● Your objective
Scan the listing below for the string "absolute" and copy each line where it turns up.
START Data
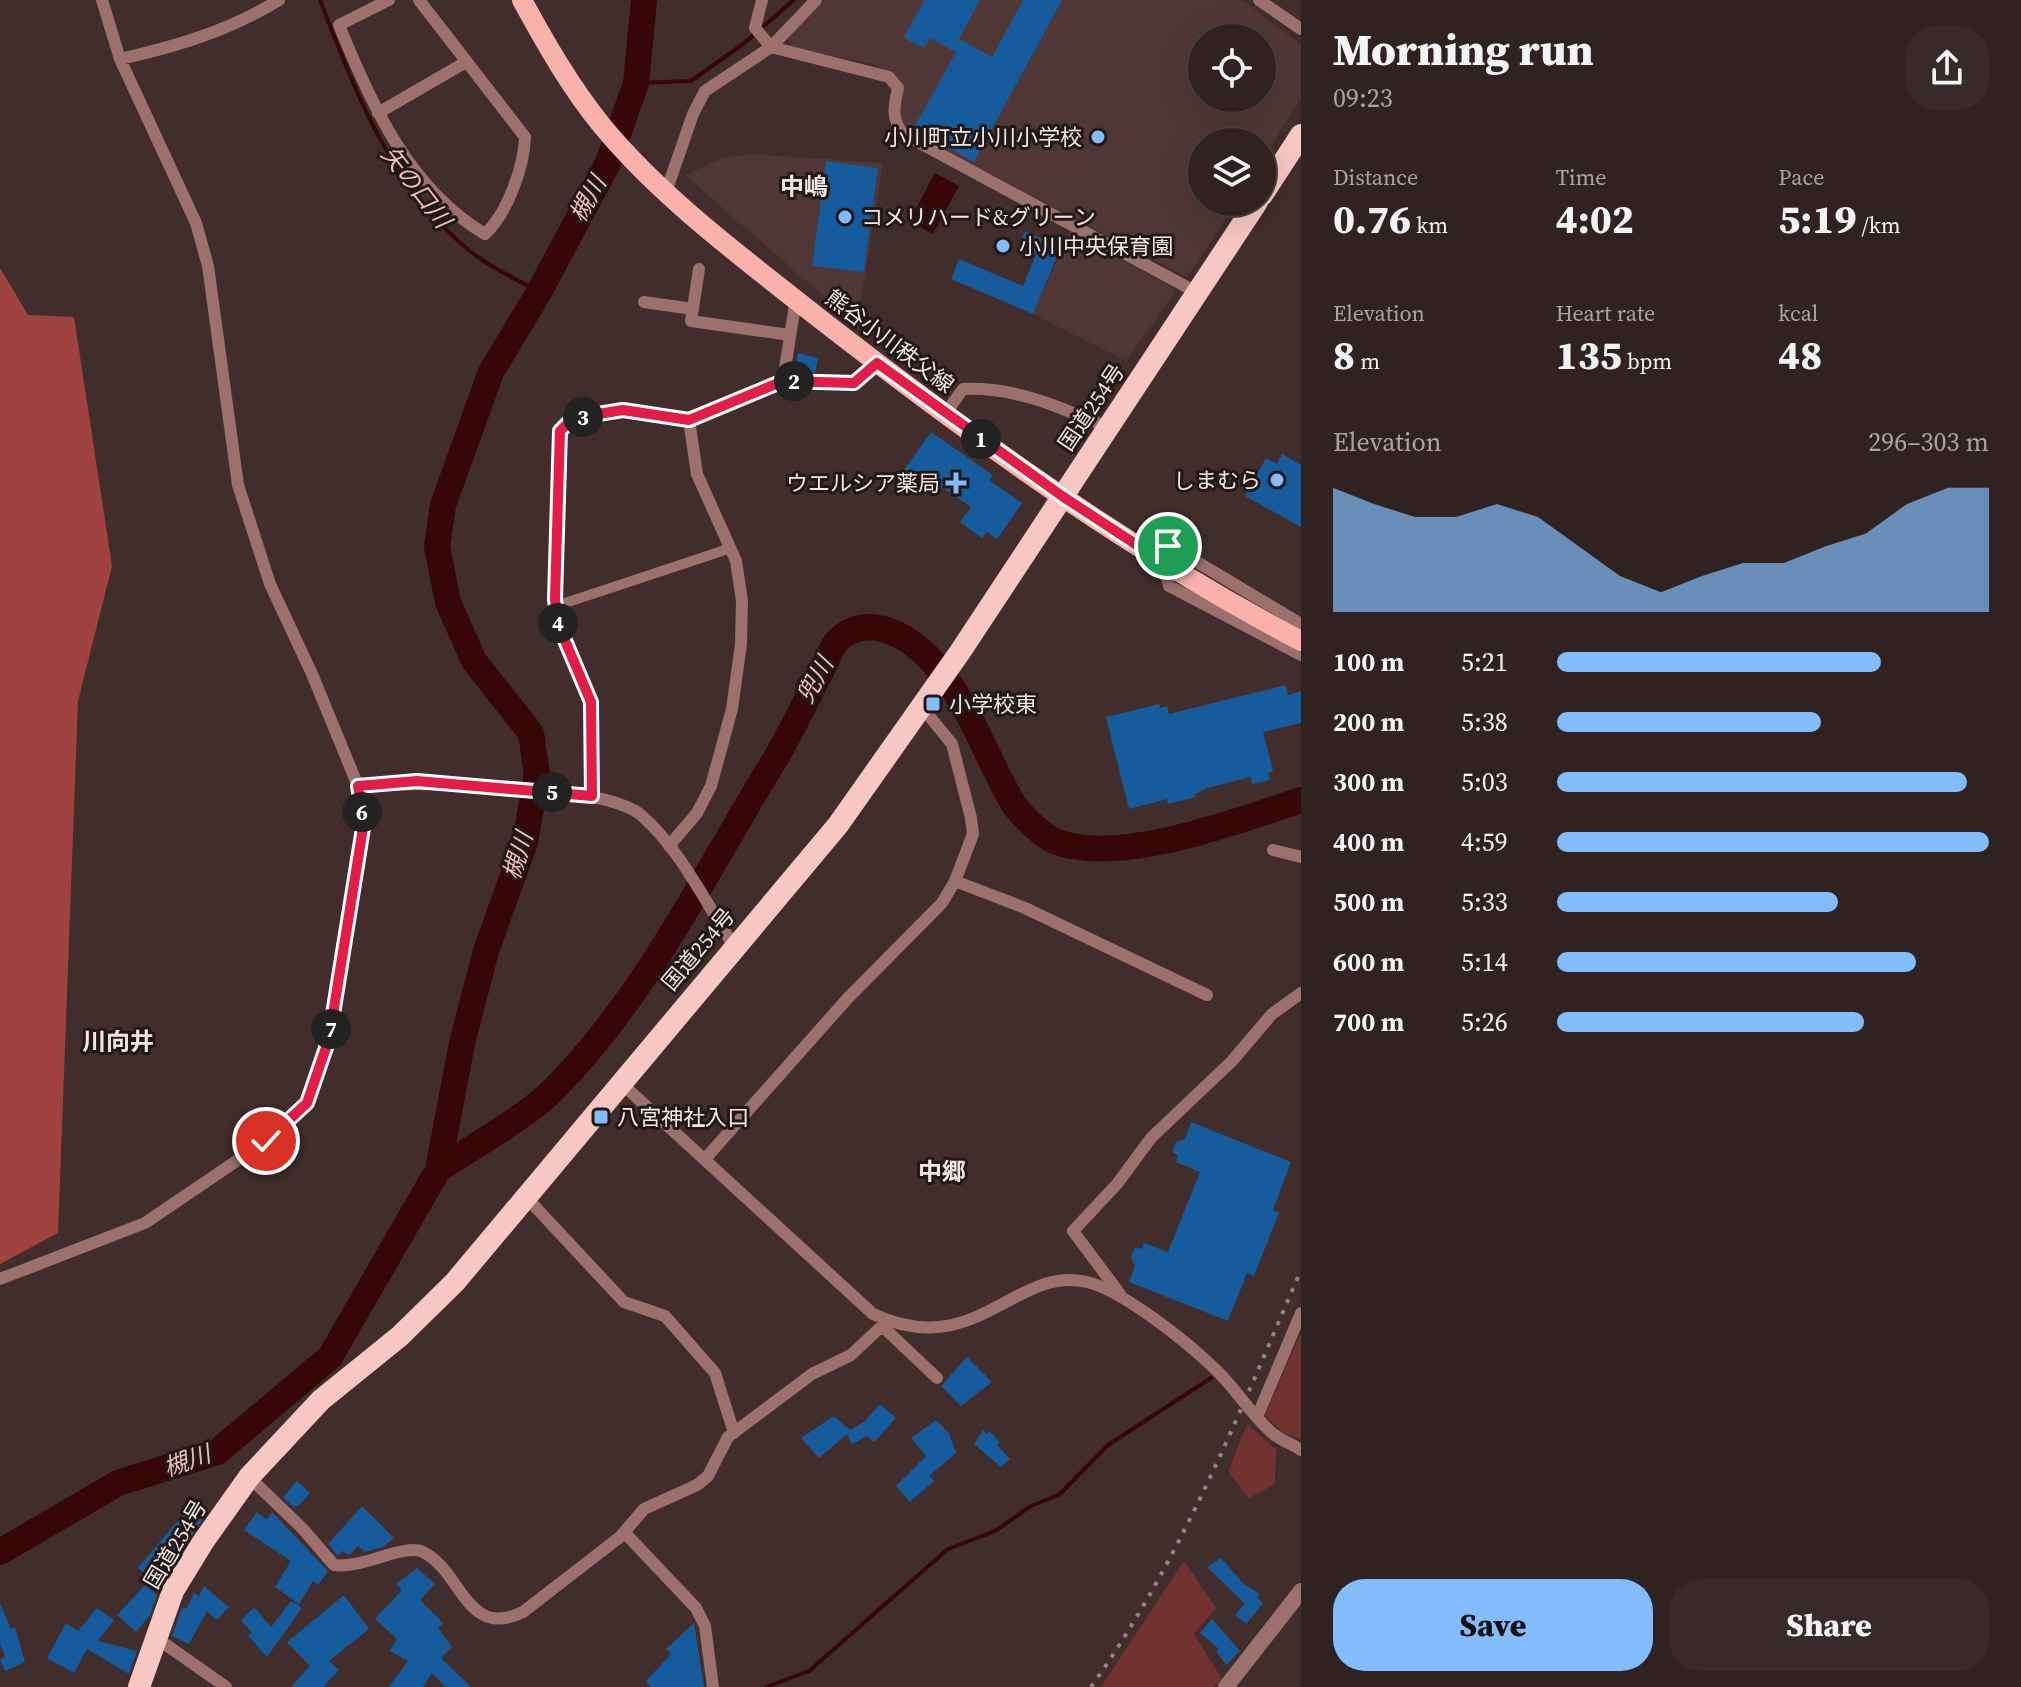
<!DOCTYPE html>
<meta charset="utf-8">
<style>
:root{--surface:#302221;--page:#382a2a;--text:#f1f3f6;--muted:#a8a4a5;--line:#4b3f3f;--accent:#83bcfb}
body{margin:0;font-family:"Source Serif 4","Noto Sans JP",serif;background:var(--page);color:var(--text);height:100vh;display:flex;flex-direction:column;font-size:30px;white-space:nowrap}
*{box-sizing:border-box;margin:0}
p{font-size:26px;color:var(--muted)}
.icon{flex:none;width:44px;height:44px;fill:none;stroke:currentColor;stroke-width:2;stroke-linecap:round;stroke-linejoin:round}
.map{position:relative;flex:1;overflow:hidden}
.panel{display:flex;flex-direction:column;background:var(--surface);width:720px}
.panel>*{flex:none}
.buttons{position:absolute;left:1188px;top:24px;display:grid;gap:16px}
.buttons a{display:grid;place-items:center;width:88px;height:88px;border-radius:50%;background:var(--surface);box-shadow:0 8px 32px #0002,0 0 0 2px var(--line);font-size:40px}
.pin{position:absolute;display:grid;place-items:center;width:68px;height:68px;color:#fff;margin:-34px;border:4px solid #fff;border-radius:50%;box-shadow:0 2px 8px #0007}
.km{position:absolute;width:40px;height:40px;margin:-20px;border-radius:50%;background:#222;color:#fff;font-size:22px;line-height:40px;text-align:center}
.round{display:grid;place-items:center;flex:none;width:84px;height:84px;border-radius:32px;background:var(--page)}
.summary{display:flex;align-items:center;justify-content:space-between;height:136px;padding:0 32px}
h1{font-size:44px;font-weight:800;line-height:60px}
.figures{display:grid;grid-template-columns:repeat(3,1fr);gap:12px;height:136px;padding:8px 32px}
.figures div{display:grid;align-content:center}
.figures b{font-size:40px;font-weight:800}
.figures small{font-size:22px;font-weight:400}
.figures p{font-size:22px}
.chart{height:224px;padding:16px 32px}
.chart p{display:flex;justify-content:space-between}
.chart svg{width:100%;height:144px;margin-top:8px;fill:var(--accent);opacity:.7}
.button{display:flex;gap:16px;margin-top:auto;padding:16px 32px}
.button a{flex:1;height:92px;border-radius:32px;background:var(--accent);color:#111;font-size:32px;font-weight:800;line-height:92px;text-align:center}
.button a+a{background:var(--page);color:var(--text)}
ul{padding:0 32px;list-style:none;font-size:26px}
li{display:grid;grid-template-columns:128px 96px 1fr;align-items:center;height:60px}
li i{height:20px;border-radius:10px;background:var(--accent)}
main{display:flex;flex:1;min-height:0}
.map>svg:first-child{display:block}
.built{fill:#503735;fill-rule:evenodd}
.green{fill:#713230}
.forest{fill:#a04340}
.water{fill:#360608}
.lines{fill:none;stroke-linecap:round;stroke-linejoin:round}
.stream{stroke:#360608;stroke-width:4}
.river{stroke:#360608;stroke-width:26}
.building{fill:#165b9c}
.pedestrian{stroke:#9c706c;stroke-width:10}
.minor{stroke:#9c706c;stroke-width:12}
.tertiary{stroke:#9c706c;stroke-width:16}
.primary{stroke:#f9b1ab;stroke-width:20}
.trunk{stroke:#f6c7c3;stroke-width:22}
.rail{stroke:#948483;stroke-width:4;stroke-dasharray:4 8;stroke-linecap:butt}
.route-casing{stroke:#fff;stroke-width:16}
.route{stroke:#e11d48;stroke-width:10}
.poi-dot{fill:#83bcfb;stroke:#211817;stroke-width:3}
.labels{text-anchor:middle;stroke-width:6;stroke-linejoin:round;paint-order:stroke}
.poi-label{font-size:22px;fill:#f2e6e4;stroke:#211817;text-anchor:start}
.street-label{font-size:22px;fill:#f2e6e4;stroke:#211817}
.water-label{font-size:24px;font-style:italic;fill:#f4beba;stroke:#211817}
.neighbourhood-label{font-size:24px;font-weight:bold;fill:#f2e6e4;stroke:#211817}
</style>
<main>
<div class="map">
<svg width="1301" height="1687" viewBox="0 0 1301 1687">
<rect width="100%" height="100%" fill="#402d2c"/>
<path class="built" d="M824,0h418l59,45v53l-39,63v-19h-60v60h35l-50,75 -278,-145 -10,-15 5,-29 -13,-15 -21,-10 -78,-15 -4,-11zM1202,38h60v60h-60z
M750,154l133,9 -26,162 -172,-150 37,-17z
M1070,231l104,57 -1,7 -47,66 -93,-47z"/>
<path class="green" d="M1301,1333v106l-18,-6 -18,-18z
M1247,1424l29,25 -1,35 -26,14 -21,-26z
M1184,1561l32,47 -22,26 28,45 -8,8h-113z"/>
<path class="forest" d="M0,268l28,47 46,2 38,249 -34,135 -20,532 -58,31z"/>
<path class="water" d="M935,173l24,13 -26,48 -24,-13z"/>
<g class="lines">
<path class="stream" d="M320,0c36,93 70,186 150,251 20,17 47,28 69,41
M636,83l55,-2 52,-37 51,-44
M766,1687l43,-16 139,-122 47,-18 36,-25 28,-11 49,-50 103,-67"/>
<path class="river" d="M438,1170c32,-22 88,-53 114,-79 95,-95 152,-217 222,-330 18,-30 33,-63 50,-95 4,-8 8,-21 15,-27 31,-27 71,-2 93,22 36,40 52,91 78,137 7,14 31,37 45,43 61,26 186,-21 246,-41
M0,1552l118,-69 99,-31 113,-95 108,-187 24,-127 24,-92 39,-109 12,-68 -6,-41 -57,-72 -26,-59 -11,-55 6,-42 48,-133 48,-80 69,-129 28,-80 8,-83"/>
</g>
<path class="building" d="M924,0h56l-21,39 33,18 31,-57h39l-88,162 -61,-33 43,-77 -26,-14 -5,10 -21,-10z
M826,161l52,7 -14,104 -52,-6z
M1025,231l36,16 -28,67 -82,-35 8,-20 64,27 13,-32 -18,-7z
M798,353l20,5 -3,15 -20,-3z
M931,432l62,43 -4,5 33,23 -25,36 -10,-7 -5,6 -22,-16 11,-15 -26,-18 -23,-4 -19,-14z
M1282,454l19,11v62l-56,-31 21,-38 11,6z
M1286,685l2,10 13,-4v32l-38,9 10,39 -5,2 2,7 -18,4 -2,-7 -43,11 -12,6 1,3 -28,7 -1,-5 -38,10 -23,-92 53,-13 1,4 7,-2 2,8z
M1191,1122l100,40 -18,48 6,3 -25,63 -7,-3 -19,48 -99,-39 6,-16 -4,-8 4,-11 7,2 2,-6 24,9 32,-80 -24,-10 2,-7 -6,-3 4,-10 9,-3z
M967,1357l25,25 -31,24 -20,-20z
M880,1404l16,14 -22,24 -7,-6 -15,8 -5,-10 -28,24 -18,-20 33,-22 16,14 14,-8z
M936,1420l13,13 7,20 -27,23 5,5 -24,21 -14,-16 30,-30 -15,-18z
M983,1430l3,4 3,-3 11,11 -3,3 13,14 -9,8 -27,-23z
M297,1481l13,12 -12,13h-6l-9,-9z
M193,1503l13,11 -48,70 -20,-16z
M362,1506l32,32 -11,9 -18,5 -7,-6 -8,9 -8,-4 -4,5 -10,-12z
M257,1512l10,8 5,-8 56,59 -10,14 -5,-4 -14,23 -24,-17 16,-26 -47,-31z
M1221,1558l23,26 16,10 -3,4 6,5 -17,21 -11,-9 10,-11 -38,-37z
M417,1568l18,16 -15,16 23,23 -5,5 14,19 -11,11 30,29h-25l-14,-14 -9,14h-34l19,-26 -18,-10 7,-12 -22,-20 27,-29 -6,-6z
M145,1585l12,10 -7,20 -14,17 -19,-17z
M204,1586l25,21 -12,13 -10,-9 -18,33 -17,-8 10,-29 4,2 8,-16 5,3z
M344,1595l25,34 -40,32 10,9 -16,17h-32l19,-21 -23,-24z
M291,1601l11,7 -35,49 -19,-21 4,-4 -11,-11 13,-14 17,20z
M0,1604l11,25 4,-2 10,35 -20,9 -5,-11 5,-4 -5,-12z
M97,1608l17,12 -16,21 39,10 -8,23 -42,-25 -13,24 -27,-15 19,-35 12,8z
M1212,1619l28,32 -14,14 -10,-14 3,-2 -19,-16z
M694,1623l10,64h-53l-5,-6 25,-27 -5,-5z"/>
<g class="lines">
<path class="pedestrian" d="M556,606l175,-58"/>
<path class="minor" d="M389,0l-50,25c32,79 70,164 146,209 22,-20 39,-67 40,-97l-106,-137
M762,0l-7,28 16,19 118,30 9,11c-4,19 -7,30 5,46l295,159
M1259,0l42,29
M120,59c58,-13 108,-28 159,-59
M378,113l88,-51
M666,192l27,-78 12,-23 66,-44 45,-47
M699,269l-8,52 99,14
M644,302l49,7
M783,381l13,-82
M945,414l18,-25c54,-2 97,18 146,39
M1144,547l24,-1 9,4 124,74
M1163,562l6,24 132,69
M358,786c54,-4 247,-4 284,30 39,34 64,88 92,130
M592,796l-1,-94 -33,-78 -3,-25 5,-168 13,-13 50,-8 66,10 94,-39 71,2 23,-20
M669,846l28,-33 14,-27 21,-77 9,-65 1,-43 -6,-40 -39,-87 -8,-54
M1273,850l28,7
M955,881l70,27 182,87
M621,1083l252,231c103,48 142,-49 214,-32 35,8 100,60 126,85 21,19 36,45 57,64 9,9 21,12 31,19
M705,1159l142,-160 95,-96 13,-22 18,-47 -2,-16 -19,-74 -31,-38
M526,1197l98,105 41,14 50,57 19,60
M0,1279l145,-56 121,-82 41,-38 22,-64 35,-217 -6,-36 -46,-112 -42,-90 -32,-99 -30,-219 -12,-43 -76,-164 -18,-59
M1120,1294l-47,-63 44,-47 34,-46 81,-77 40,-47 29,-21
M882,1326l55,52
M1257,1417l44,-104
M249,1477l53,51 32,37c29,4 70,-22 89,-13 39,19 43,88 100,60l97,-75 24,-28 53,-24 11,-9 20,-39 84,-63 39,-19 36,-34
M624,1532l72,76 9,18 8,61
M155,1637l71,50"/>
<path class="tertiary" d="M1226,1687l75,-96"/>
<path class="primary" d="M522,0c24,44 49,88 81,127 60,72 139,130 212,188 154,120 313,235 486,326"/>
<path class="trunk" d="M1262,195l39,-60
M139,1687l34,-96 30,-49 46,-65 72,-77 79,-64 55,-54 383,-457 122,-173 297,-450"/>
<path class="rail" d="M1091,1687c91,-128 148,-274 210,-417"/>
</g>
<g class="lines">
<defs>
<path id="route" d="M266,1141l41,-38 22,-64 35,-217 -6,-36 59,-5 175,15 -1,-94 -33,-78 -3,-25 5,-168 13,-13 50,-8 66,10 94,-39 71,2 23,-20 185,133 78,51 28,-1"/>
</defs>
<use href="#route" class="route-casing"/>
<use href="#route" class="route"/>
</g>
<g class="poi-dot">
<circle cx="1098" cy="137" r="8"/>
<circle cx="845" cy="217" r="8"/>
<circle cx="1003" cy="246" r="8"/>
<circle cx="1277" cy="480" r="8"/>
<path d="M952 471h8v8h8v8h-8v8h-8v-8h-8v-8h8z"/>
<rect x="925" y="696" width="16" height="16" rx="4"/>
<rect x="593" y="1109" width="16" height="16" rx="4"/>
</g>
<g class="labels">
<g class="poi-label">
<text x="1082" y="145" text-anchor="end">小川町立小川小学校</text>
<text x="861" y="225">コメリハード&amp;グリーン</text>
<text x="1019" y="254">小川中央保育園</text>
<text x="1261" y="488" text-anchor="end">しまむら</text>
<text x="940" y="491" text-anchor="end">ウエルシア薬局</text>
<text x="949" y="712">小学校東</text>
<text x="617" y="1125">八宮神社入口</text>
</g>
<g class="street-label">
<text transform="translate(890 341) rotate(37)" y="8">熊谷小川秩父線</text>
<text transform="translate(1091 407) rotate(-56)" y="8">国道254号</text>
<text transform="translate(698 949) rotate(-50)" y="8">国道254号</text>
<text transform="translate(175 1544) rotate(-59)" y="8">国道254号</text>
</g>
<g class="water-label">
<text transform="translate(416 187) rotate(52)" y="8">矢の口川</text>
<text transform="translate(588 199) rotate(-61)" y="8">槻川</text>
<text transform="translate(815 680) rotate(-61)" y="8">兜川</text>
<text transform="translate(518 856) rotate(-73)" y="8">槻川</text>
<text transform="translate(187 1461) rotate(-19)" y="8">槻川</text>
</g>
<g class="neighbourhood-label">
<text x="804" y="195">中嶋</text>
<text x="118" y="1050">川向井</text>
<text x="942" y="1180">中郷</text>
</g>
</g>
</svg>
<div class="buttons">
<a><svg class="icon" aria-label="locate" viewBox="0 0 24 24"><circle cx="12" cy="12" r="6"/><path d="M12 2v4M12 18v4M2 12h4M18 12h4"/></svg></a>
<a><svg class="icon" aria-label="layers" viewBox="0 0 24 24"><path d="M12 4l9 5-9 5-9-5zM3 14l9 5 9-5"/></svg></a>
</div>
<div class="pin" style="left:1168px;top:546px;background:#1e9e55"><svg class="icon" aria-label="arrive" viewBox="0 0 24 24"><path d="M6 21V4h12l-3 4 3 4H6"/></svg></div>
<div class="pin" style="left:266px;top:1141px;background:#d93025"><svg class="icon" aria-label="check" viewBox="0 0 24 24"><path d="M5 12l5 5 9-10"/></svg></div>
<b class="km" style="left:981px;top:439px">1</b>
<b class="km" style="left:794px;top:381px">2</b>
<b class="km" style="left:583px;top:417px">3</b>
<b class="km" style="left:558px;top:623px">4</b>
<b class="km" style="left:552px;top:792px">5</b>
<b class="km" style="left:362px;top:812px">6</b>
<b class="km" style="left:331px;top:1029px">7</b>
</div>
<section class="panel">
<div class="summary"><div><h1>Morning run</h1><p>09:23</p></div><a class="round"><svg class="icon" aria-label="share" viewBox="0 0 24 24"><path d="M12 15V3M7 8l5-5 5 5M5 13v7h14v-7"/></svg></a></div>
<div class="figures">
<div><p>Distance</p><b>0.76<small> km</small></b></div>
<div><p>Time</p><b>4:02</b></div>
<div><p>Pace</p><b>5:19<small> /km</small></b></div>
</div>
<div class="figures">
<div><p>Elevation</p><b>8<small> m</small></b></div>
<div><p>Heart rate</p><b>135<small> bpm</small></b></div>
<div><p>kcal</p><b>48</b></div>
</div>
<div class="chart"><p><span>Elevation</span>296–303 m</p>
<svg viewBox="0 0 160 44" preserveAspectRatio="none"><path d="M0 44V6L10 11L20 15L30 15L40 11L50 15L60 24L70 33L80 38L90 33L100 29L110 29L120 24L130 20L140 11L150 6L160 6V44z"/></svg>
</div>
<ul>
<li><b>100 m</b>5:21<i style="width:75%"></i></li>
<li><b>200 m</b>5:38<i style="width:61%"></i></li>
<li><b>300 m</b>5:03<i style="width:95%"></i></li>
<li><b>400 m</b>4:59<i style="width:100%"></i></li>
<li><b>500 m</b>5:33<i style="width:65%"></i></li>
<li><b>600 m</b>5:14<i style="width:83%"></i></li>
<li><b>700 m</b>5:26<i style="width:71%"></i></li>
</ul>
<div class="button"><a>Save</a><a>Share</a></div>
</section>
</main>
END Data
● Exercise output
.buttons{position:absolute;left:1188px;top:24px;display:grid;gap:16px}
.pin{position:absolute;display:grid;place-items:center;width:68px;height:68px;color:#fff;margin:-34px;border:4px solid #fff;border-radius:50%;box-shadow:0 2px 8px #0007}
.km{position:absolute;width:40px;height:40px;margin:-20px;border-radius:50%;background:#222;color:#fff;font-size:22px;line-height:40px;text-align:center}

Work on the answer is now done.